Question

Information from the American Institute of Insurance indicates the mean amount of life insurance per household in the United States is $110,000. This distribution follows the normal distribution with a standard deviation of $40,000. a. If we select a random sample of 50 households, what is the standard error of the mean? b. What is the expected shape of the distribution of the sample mean? c. What is the likelihood of selecting a sample with a mean of at least $112,000? d. What is the likelihood of selecting a sample with a mean of more than $100,000? e. Find the likelihood of selecting a sample with a mean of more than $100,000 but less than $112,000

Answer 1

Answer:

a) $5,656.85

b) Bell-shaped(normally distributed).

c) 36.32% probability of selecting a sample with a mean of at least $112,000.

d) 96.16% probability of selecting a sample with a mean of more than $100,000.

e) 59.84% probability of selecting a sample with a mean of more than $100,000 but less than $112,000.

Step-by-step explanation:

To solve this question, it is important to understand the normal probability distribution and the central limit theorem.

Normal probability distribution

Problems of normally distributed samples are solved using the z-score formula.

In a set with mean $\mu$ and standard deviation $\sigma$, the zscore of a measure X is given by:

$Z = \frac{X - \mu}{\sigma}$

The Z-score measures how many standard deviations the measure is from the mean. After finding the Z-score, we look at the z-score table and find the p-value associated with this z-score. This p-value is the probability that the value of the measure is smaller than X, that is, the percentile of X. Subtracting 1 by the pvalue, we get the probability that the value of the measure is greater than X.

Central Limit theorem

The Central Limit Theorem estabilishes that, for a random variable X, with mean $\mu$ and standard deviation $\sigma$, a large sample size, of size at least 30, can be approximated to a normal distribution with mean $\mu$ and standard deviation $s = \frac{\sigma}{\sqrt{n}}$

In this problem, we have that:

$\mu = 110000, \sigma = 40000$

a. If we select a random sample of 50 households, what is the standard error of the mean?

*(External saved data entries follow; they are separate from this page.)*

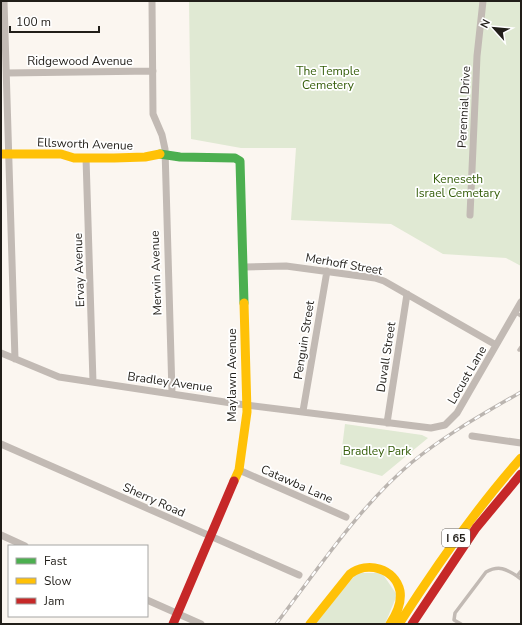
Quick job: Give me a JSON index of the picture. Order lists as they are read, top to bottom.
{
  "streets": {
    "main road": ["Ellsworth Avenue", "Maylawn Avenue", "I 65"],
    "street": [
      "Ridgewood Avenue",
      "Perennial Drive",
      "Merhoff Street",
      "Ervay Avenue",
      "Merwin Avenue",
      "Penguin Street",
      "Duvall Street",
      "Locust Lane",
      "Bradley Avenue",
      "Catawba Lane",
      "Sherry Road"
    ]
  },
  "crossings": [
    ["Ridgewood Avenue", "Merwin Avenue"],
    ["Ellsworth Avenue", "Ervay Avenue"],
    ["Ellsworth Avenue", "Merwin Avenue"],
    ["Ellsworth Avenue", "Maylawn Avenue"],
    ["Merhoff Street", "Penguin Street"],
    ["Merhoff Street", "Duvall Street"],
    ["Merhoff Street", "Maylawn Avenue"],
    ["Merhoff Street", "Locust Lane"],
    ["Ervay Avenue", "Bradley Avenue"],
    ["Merwin Avenue", "Bradley Avenue"],
    ["Penguin Street", "Bradley Avenue"],
    ["Duvall Street", "Locust Lane"],
    ["Duvall Street", "Bradley Avenue"],
    ["Maylawn Avenue", "Bradley Avenue"],
    ["Maylawn Avenue", "Catawba Lane"],
    ["Maylawn Avenue", "Sherry Road"],
    ["Locust Lane", "Bradley Avenue"]
  ],
  "parks": ["The Temple Cemetery", "Keneseth Israel Cemetary", "Bradley Park"],
  "legend": ["Fast", "Slow", "Jam"],
  "scale_bar": "100 m",
  "north": "top left"
}
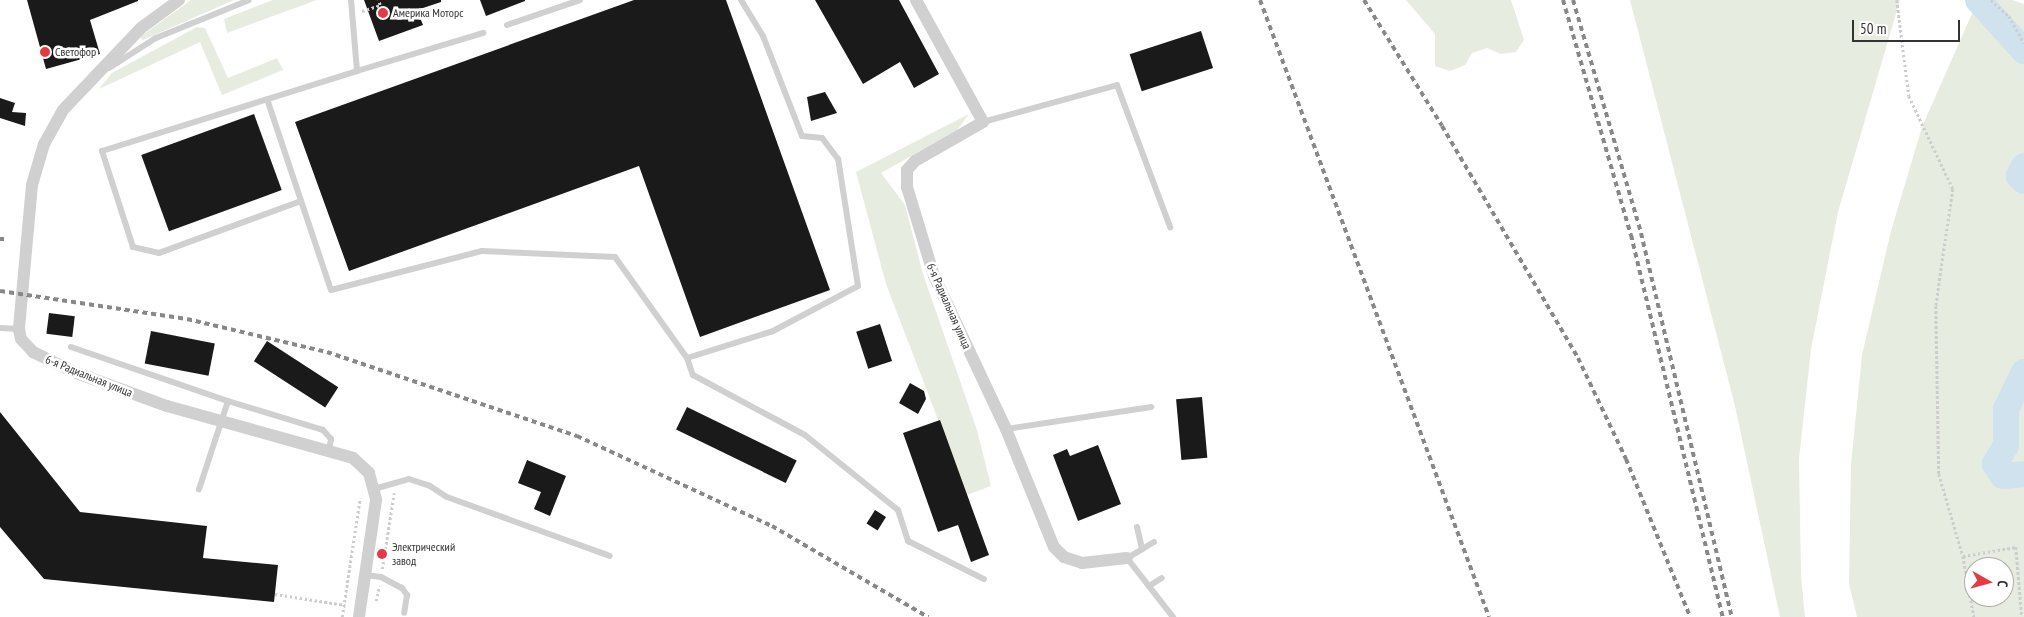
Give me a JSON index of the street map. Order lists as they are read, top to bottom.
{
  "streets": {
    "street": ["6-я Радиальная улица"]
  },
  "places": ["Америка Моторс", "Светофор", "Электрический завод"],
  "scale_bar": "50 m",
  "north": "right"
}
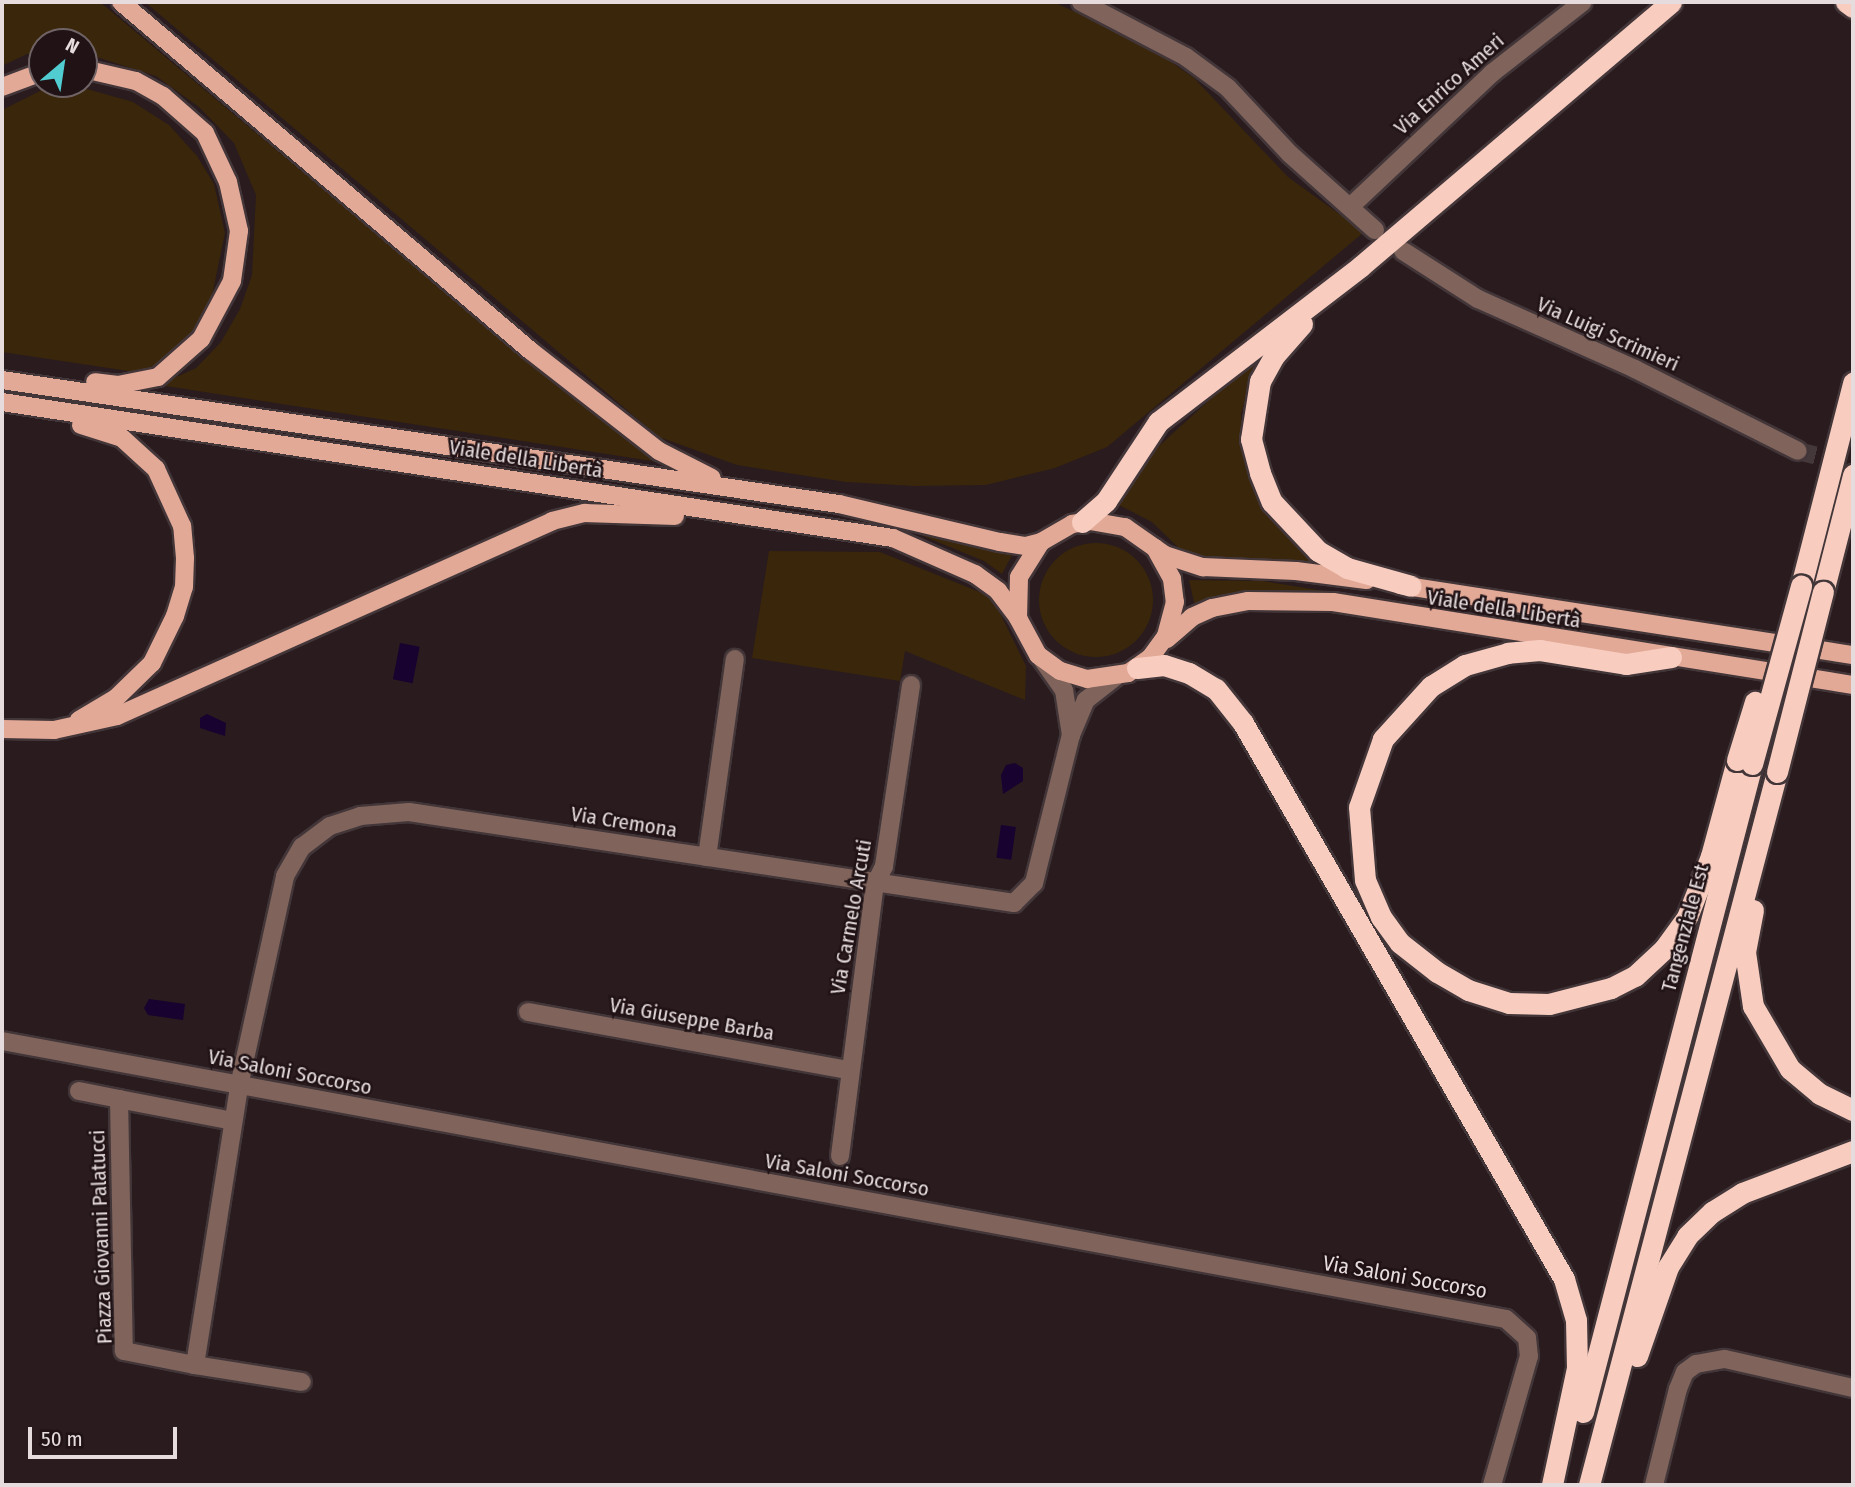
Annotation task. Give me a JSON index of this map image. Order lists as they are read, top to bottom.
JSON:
{
  "streets": {
    "highway": ["Tangenziale Est"],
    "main road": ["Viale della Libertà"],
    "street": [
      "Via Enrico Ameri",
      "Via Luigi Scrimieri",
      "Via Cremona",
      "Via Carmelo Arcuti",
      "Via Giuseppe Barba",
      "Via Saloni Soccorso",
      "Piazza Giovanni Palatucci"
    ]
  },
  "crossings": [
    ["Viale della Libertà", "Via Cremona"],
    ["Via Cremona", "Via Carmelo Arcuti"],
    ["Via Cremona", "Via Saloni Soccorso"],
    ["Via Carmelo Arcuti", "Via Giuseppe Barba"]
  ],
  "scale_bar": "50 m",
  "north": "top right"
}
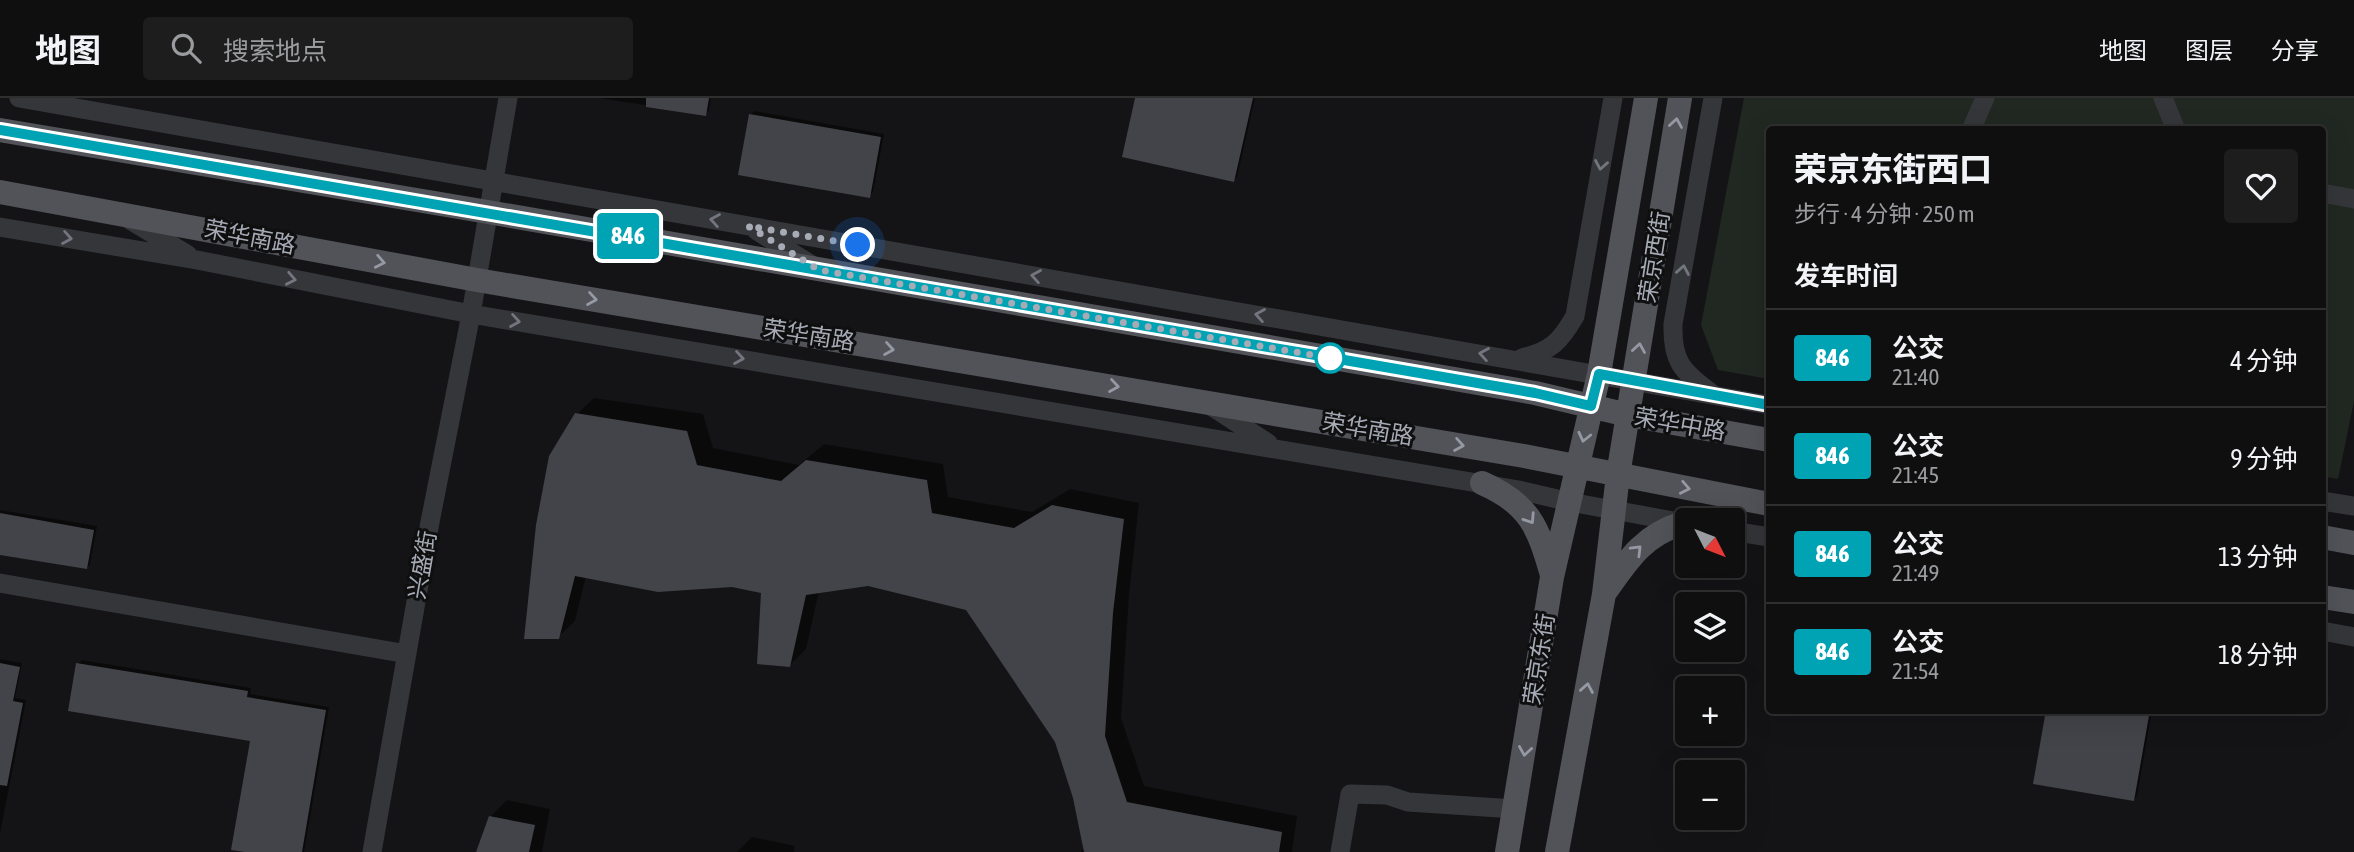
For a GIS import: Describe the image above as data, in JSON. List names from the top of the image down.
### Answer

This is the standard deviation of the sample, that is, s, when $n = 50$.

So

$s = \frac{\sigma}{\sqrt{n}} = \frac{40000}{\sqrt{50}} = 5656.85$

b. What is the expected shape of the distribution of the sample mean?

By the Central Limit Theorem, bell-shaped(normally distributed).

c. What is the likelihood of selecting a sample with a mean of at least $112,000?

This is 1 subtracted by the pvalue of Z when X = 112000. So

$Z = \frac{X - \mu}{\sigma}$

By the Central Limit Theorem

$Z = \frac{X - \mu}{s}$

$Z = \frac{112000 - 110000}{5656.85}$

$Z = 0.35$

$Z = 0.35$ has a pvalue of 0.6368

So 1-0.6368 = 0.3632 = 36.32% probability of selecting a sample with a mean of at least $112,000.

d. What is the likelihood of selecting a sample with a mean of more than $100,000?

This is 1 subtracted by the pvalue of Z when X = 112000. So

$Z = \frac{X - \mu}{s}$

$Z = \frac{100000 - 110000}{5656.85}$

$Z = -1.77$

$Z = -1.77$ has a pvalue of 0.0384.

So 1-0.0384 = 0.9616 = 96.16% probability of selecting a sample with a mean of more than $100,000.

e. Find the likelihood of selecting a sample with a mean of more than $100,000 but less than $112,000

This is the pvalue of Z when X = 112000 subtractex by the pvalue of Z when X = 100000.

So

X = 112000

$Z = \frac{X - \mu}{s}$

$Z = \frac{112000 - 110000}{5656.85}$

$Z = 0.35$

$Z = 0.35$ has a pvalue of 0.6368

X = 100000

$Z = \frac{X - \mu}{s}$

$Z = \frac{100000 - 110000}{5656.85}$

$Z = -1.77$

$Z = -1.77$ has a pvalue of 0.0384.

So 0.6368 - 0.0384 = 0.5984 = 59.84% probability of selecting a sample with a mean of more than $100,000 but less than $112,000.